Francisco R. Figueroa | 12 diciembre 2014
El partido Podemos se ha colocado, con apenas once meses de vida, como alternativa a los dos partidos que dominan la vida pública española desde hace más de treinta años, con afán de ganar las próximas elecciones. Pero tiene pendiente refinar su oferta electoral y sortear riesgos, incluida la afinidad de su más notables dirigentes con la Venezuela chavista.
A medida que sube en intención de voto, el flamante partido se cura del calentón revolucionario de primera hora y se va dando una pátina de responsabilidad política y sentido de Estado mientras se sacude el polvo bolivariano para descaracterizarse como franquicia española del chavismo.
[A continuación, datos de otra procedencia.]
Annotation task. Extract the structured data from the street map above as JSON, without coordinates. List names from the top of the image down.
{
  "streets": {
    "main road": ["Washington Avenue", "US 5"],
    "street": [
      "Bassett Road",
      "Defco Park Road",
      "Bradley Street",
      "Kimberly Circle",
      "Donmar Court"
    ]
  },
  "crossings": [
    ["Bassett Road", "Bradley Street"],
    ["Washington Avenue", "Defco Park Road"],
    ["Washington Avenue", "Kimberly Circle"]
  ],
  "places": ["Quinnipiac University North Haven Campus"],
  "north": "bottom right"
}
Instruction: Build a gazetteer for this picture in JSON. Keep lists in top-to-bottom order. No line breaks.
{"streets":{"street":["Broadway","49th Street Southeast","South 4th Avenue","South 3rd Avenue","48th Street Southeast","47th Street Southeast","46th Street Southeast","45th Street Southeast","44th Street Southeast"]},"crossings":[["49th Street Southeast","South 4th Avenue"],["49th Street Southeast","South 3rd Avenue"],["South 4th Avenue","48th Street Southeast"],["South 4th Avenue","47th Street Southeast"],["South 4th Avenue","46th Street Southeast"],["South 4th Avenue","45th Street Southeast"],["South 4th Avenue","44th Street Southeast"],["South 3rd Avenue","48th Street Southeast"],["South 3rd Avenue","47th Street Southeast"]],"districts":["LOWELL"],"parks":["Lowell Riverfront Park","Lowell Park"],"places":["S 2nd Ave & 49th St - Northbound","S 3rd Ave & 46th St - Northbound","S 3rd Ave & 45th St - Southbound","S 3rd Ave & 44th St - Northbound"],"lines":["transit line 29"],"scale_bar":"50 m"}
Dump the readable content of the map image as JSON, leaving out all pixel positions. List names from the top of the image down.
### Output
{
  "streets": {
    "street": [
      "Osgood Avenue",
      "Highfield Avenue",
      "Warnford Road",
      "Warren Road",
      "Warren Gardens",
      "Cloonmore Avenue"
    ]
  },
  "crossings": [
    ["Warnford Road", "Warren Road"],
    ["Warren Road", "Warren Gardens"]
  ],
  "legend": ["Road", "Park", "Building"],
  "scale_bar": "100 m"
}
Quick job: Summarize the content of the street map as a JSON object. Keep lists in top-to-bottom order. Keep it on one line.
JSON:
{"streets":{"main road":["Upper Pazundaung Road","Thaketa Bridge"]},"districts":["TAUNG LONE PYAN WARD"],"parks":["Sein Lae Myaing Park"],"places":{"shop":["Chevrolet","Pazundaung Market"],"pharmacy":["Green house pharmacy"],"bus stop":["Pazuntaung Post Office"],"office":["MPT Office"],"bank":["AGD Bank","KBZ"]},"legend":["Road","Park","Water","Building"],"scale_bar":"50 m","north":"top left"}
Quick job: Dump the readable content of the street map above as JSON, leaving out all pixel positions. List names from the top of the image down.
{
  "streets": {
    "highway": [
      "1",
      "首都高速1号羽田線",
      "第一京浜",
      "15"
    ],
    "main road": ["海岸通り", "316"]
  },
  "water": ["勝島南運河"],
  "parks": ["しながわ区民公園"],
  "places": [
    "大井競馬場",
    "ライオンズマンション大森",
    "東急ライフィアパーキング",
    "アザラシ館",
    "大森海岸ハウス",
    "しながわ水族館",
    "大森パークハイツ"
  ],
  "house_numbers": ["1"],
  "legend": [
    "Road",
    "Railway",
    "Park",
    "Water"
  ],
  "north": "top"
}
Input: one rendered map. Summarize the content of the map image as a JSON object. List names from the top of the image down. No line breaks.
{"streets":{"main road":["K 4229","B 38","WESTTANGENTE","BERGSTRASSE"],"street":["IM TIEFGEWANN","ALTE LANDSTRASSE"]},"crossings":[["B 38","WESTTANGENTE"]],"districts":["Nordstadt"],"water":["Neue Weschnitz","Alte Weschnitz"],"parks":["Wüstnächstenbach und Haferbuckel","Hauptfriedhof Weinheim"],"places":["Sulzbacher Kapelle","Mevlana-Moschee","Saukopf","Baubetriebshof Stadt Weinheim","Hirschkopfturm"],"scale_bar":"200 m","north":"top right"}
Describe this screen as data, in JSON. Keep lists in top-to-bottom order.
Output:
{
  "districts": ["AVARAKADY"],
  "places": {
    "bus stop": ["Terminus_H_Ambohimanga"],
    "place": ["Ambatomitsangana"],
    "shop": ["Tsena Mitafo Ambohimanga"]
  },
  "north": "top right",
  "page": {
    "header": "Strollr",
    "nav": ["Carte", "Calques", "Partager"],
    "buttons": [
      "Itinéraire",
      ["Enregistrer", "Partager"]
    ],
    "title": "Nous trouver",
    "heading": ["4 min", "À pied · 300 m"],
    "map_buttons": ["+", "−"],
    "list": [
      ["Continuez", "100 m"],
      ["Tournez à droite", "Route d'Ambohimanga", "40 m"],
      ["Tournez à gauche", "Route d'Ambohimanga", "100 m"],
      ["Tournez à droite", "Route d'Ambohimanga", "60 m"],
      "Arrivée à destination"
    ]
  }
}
Esa es la etiqueta que le pegaron sus rivales de derecha debido a las relaciones íntimas con el régimen de Caracas de sus principales dirigentes, que en su día asesoraron al difunto ex teniente coronel Hugo Chávez, se colocaron incondicionalmente al lado de la «revolución» y contra la oposición venezolana, expresaron sólidas convicciones chavistas y exaltaron la obra del caudillo bolivariano.
Con unas u tras palabras se manifestaron en ese sentido Pablo Iglesias, Iñigo Errejón y Juan Carlos Monedero, que ocupan los lugares uno, dos y tres en la jerarquía de Podemos.
Pero ha llegado la hora del desmarcaje debido al recelo que esas amistades peligrosos despiertan en los sectores más moderados del electorado español, porque la clave del éxito, reconocidamente, está en el centro, a juzgar por lo que últimamente explica Iglesia, de treinta y seis años y secretario general de Podemos.
Iglesias manifiesta, por ejemplo, que la referencia para él no es Sudamérica sino la socialdemocracia nórdica, en un desmarque evidente de la Venezuela de Nicolás Maduro, legatario de Chávez.
«La corrupción en Venezuela es escandalosa. Me gusta más lo que hacen en Ecuador, pero para gobernar España me voy a fijar más en lo que se hace en Noruega o Finlandia (...) No nos vamos a fijar en lo que hacen en países de la periferia mundial (...) No estamos haciendo una revolución sino algo más modesto: que la gente se empodere», precisó Iglesias en la televisión pública.
Por su lado, Errejón, el número dos, de treinta y un años, pone de manifiesto que en el programa de Podemos «no hay nada de Venezuela ni de chavismo». A renglón seguido califica de «analfabetos políticos» a quienes creen que lo que sucede en Venezuela es un modelo para España.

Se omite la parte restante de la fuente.